さぞやおしゃれな猫足バスタブが鎮座しているのでは?と想像されているかもしれませんね。
でも、いろんなご家庭の浴室を見せて頂いてきましたが、「猫足」のバスタブには残念ながら一度も遭遇していません。ホテルで1度見かけただけですね。
シャワーのみの場合
アパートなどで結構多いパターンが、シャワーのみの浴室です。日本のアパートによくある「ユニットバス」同様にトイレとシャワーが同じ室内にあるものがほとんど。
古い設備のところは、シャワーブースにビニールカーテン。新しい設備だと、イタリア風シャワーと言って、床がフラットなタイプ。
⇧クラシックなタイプのシャワーの例
⇧イタリア風シャワーの例
バスタブがある場合
浴室にバスタブがある場合も多いのですが、ふつう浴室内にはトイレ、洗面台、バスタブが設置されています。「洗い場」はなくて、シャワーはバスタブの中で浴びます。
こういうタイプの浴室で「お風呂に入ろう」と思った場合は、まず浴槽にお湯をためて入浴し、その後シャワーを浴びるというのが一般的。
洗い場がないので、先に体を洗ってから湯船でリラックスしたい場合は、お湯が溜まるまで裸でポツンと待たなくてはいけなかったりします。
日本のお風呂のように家族で交代で同じ湯船に浸かるというのは、ちょっと難しい(不衛生だし)ですね。

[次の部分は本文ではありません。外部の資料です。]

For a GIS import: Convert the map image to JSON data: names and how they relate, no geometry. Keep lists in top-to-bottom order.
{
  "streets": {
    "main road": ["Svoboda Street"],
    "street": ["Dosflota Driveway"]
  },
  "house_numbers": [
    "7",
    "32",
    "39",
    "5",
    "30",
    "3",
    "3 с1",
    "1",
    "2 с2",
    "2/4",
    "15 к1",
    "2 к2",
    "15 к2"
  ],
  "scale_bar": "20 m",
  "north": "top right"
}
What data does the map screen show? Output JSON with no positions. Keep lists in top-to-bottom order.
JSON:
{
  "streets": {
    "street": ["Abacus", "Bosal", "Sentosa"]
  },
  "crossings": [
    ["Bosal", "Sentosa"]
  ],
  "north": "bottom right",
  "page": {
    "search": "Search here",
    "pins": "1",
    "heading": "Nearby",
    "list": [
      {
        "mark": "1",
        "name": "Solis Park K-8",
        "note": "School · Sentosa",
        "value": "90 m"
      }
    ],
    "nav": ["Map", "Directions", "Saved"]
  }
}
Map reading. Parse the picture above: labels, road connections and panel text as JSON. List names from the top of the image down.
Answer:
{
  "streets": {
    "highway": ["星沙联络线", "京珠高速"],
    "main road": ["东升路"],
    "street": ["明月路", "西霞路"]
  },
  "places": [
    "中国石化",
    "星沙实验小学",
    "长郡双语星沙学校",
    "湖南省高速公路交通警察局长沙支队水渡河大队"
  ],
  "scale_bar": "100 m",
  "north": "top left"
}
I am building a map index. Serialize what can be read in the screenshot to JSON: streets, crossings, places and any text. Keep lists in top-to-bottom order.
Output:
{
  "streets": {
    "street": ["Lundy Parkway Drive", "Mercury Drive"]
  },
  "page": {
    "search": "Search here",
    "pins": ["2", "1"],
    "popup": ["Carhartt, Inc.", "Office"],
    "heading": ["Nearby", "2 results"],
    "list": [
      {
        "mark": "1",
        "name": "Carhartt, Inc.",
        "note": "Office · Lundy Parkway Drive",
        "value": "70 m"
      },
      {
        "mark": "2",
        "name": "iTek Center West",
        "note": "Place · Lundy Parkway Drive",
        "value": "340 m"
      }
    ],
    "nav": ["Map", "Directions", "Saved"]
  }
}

小さい子供がいる場合には、お風呂にお湯(35度くらい)をはり、バス用ソープを入れてその中で入浴させます。お湯にはソープが溶け込んでいるので、そこに浸からせて出るときにタオルで体を拭きます。洗い流しません。
謎の物体、ヨーロッパの「ビデ」
トイレの便器の横や、バスタブの横に鎮座する、トイレと同じくらいの高さの妙な形の洗面台。
これが、「ビデ」です。
日本では洗浄器付きトイレが広く普及していて、ボタンひとつで温水が出てきますよね。それと使い道は同様です。温水をためて、局部を洗うらしいです。
もともとお風呂やシャワーで体を洗う頻度が高くなかったため、局部洗浄のために使われていたと聞きます。
ただ、ビデが付いている浴室は少なくなりつつあるようですよ(毎日シャワーを浴びる習慣が一般化してきたからでしょうか)。
ヨーロッパ南部の国々で見かけることが多く、イギリスや北欧では見かけたことがないように思います。
洗濯機はどこに?
日本の浴室では、脱衣室に必ずと言っていいほど見かけるのに、フランスの浴室ではあまり見かけないのが洗濯機。
キッチンや、家事室、ガレージなど家庭によって設置場所は様々です。
週1回まとめて洗濯する家庭が多いので、「お風呂の前に脱いだ服をポイっと洗濯機に入れる」ことはあまりなさそうです。洗濯物は、大きなバスケット(蓋つき)に入れておきます。
フランスの怪しい衛生観念
フランスに暮らしたことのある日本人が、「フランスって、ちょっと不衛生かも」と感じるのはどんな場面なのでしょうか。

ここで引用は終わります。